Para atleten moeten vaak meer hobbels overwinnen dan andere sporters, zo denkt Van Buuren. ‘Sommigen zijn afhankelijk van de medische ontwikkeling van hun handicap. Voor een zwakbegaafde kan het bijvoorbeeld lastig zijn om langer dan twee dagen op Papendal te zijn, weg van de vertrouwde omgeving. Ook het scouten van talenten is lastiger: er zijn geen ranglijsten en de meeste jongeren hebben ook nog geen classificatie van hun handicap, zodat je hun prestaties moeilijk kunt vergelijken met anderen.’ ‘Wat wel goed werkt zijn de talentdagen die NOC*NSF regelmatig organiseert.
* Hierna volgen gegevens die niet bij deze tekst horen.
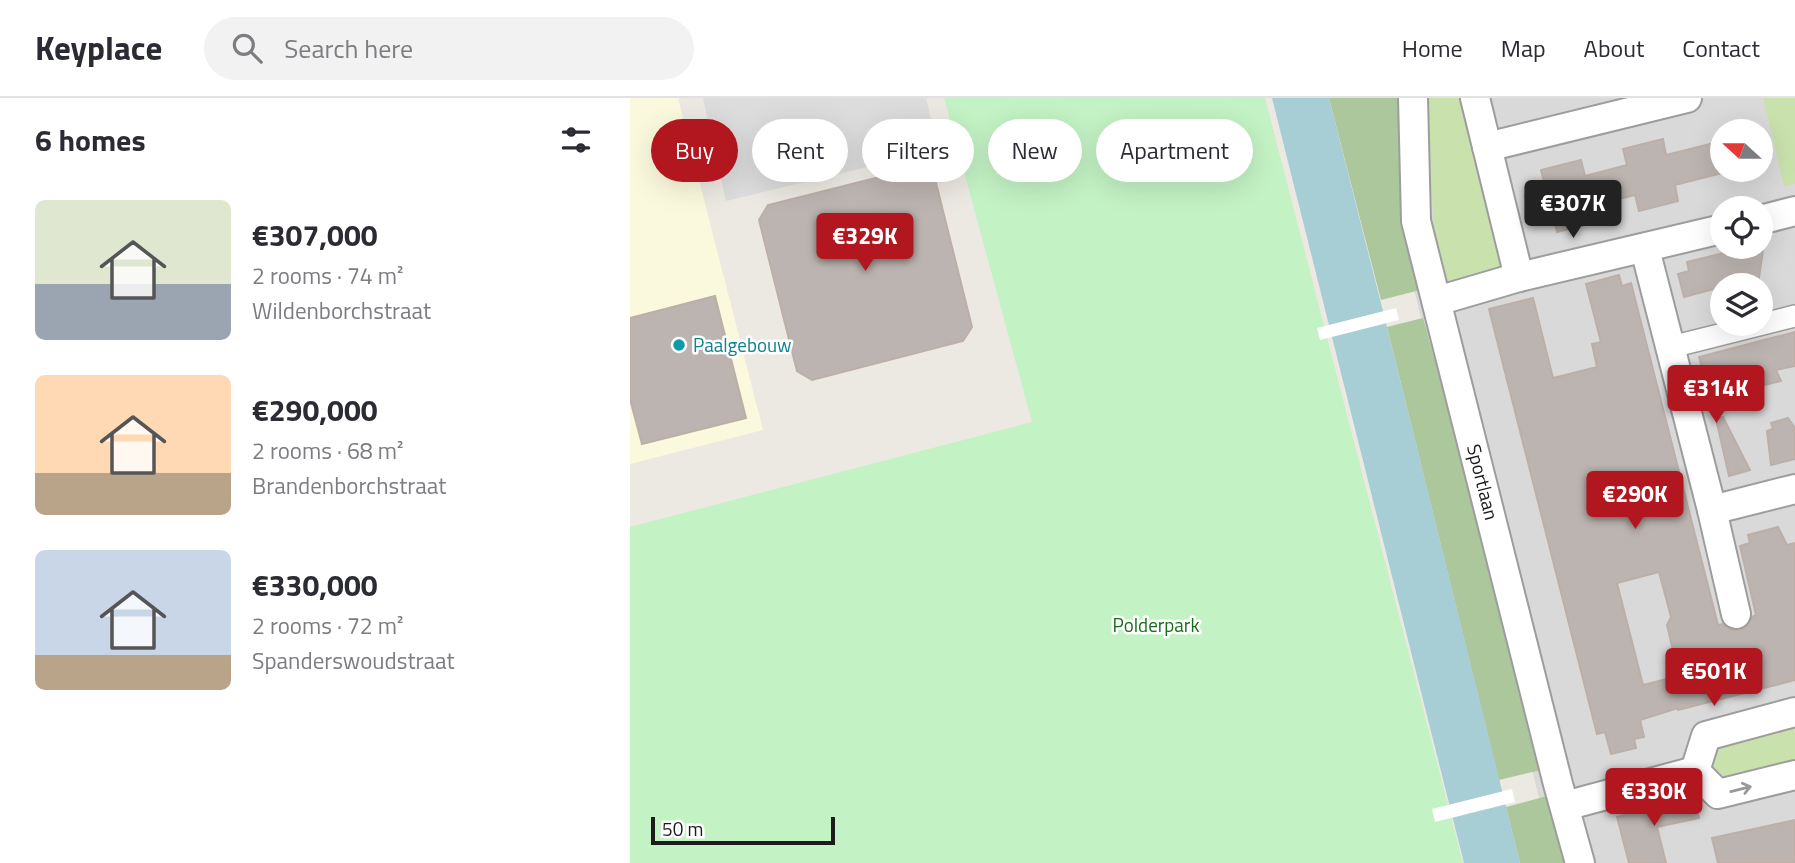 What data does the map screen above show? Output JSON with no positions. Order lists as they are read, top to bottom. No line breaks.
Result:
{"streets":{"street":["Sportlaan"]},"parks":["Polderpark"],"places":["Paalgebouw"],"scale_bar":"50 m","north":"left","page":{"header":"Keyplace","search":"Search here","nav":["Home","Map","About","Contact"],"heading":"6 homes","chip":["Buy","Rent","Filters","New","Apartment"],"price":["€307K","€329K","€314K","€290K","€501K","€330K"],"list":[{"name":"€307,000","note":"2 rooms · 74 m² · Wildenborchstraat"},{"name":"€290,000","note":"2 rooms · 68 m² · Brandenborchstraat"},{"name":"€330,000","note":"2 rooms · 72 m² · Spanderswoudstraat"}],"scale":"50 m"}}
Daar kunnen we sporters die belangstelling én aanleg hebben voor atletiek uitnodigen om een paar keer te komen trainen.’

Bij de selectie van talenten speelt ook de mondiale ontwikkeling op de diverse onderdelen een rol, zegt Van Buuren. ‘Het wheelen is heel breed en sterk ontwikkeld en het vergt veel talent om door te stoten naar de top. Op andere onderdelen is dat minder het geval. Je moet ook kijken naar de ontwikkelingsmogelijkheden van de atleet zelf: kan iemand met een bovenbeen amputatie leren lopen op een blade? Dat is echt een skill.’

En dan speelt het hele paralympische systeem van het indelen van sporters naar de klasse van handicap een rol. ‘Gelukkig is onlangs vastgesteld welke onderdelen op het programma van de Paralympics in 2020 komen. Ons trainingsprogramma is alleen gericht op atleten die uitkomen op deze onderdelen, daarom is er met de vaststelling van het programma wel meer rust gekomen. Komend voorjaar zal een groot deel van de atleten opnieuw geclassificeerd worden. Dat gebeurt bij wedstrijden in Zwitserland en dat is voor veel van onze atleten heel bepalend voor de medaille-kansen. Daarnaast vormen dit jaar de EK in Berlijn een belangrijk doel.’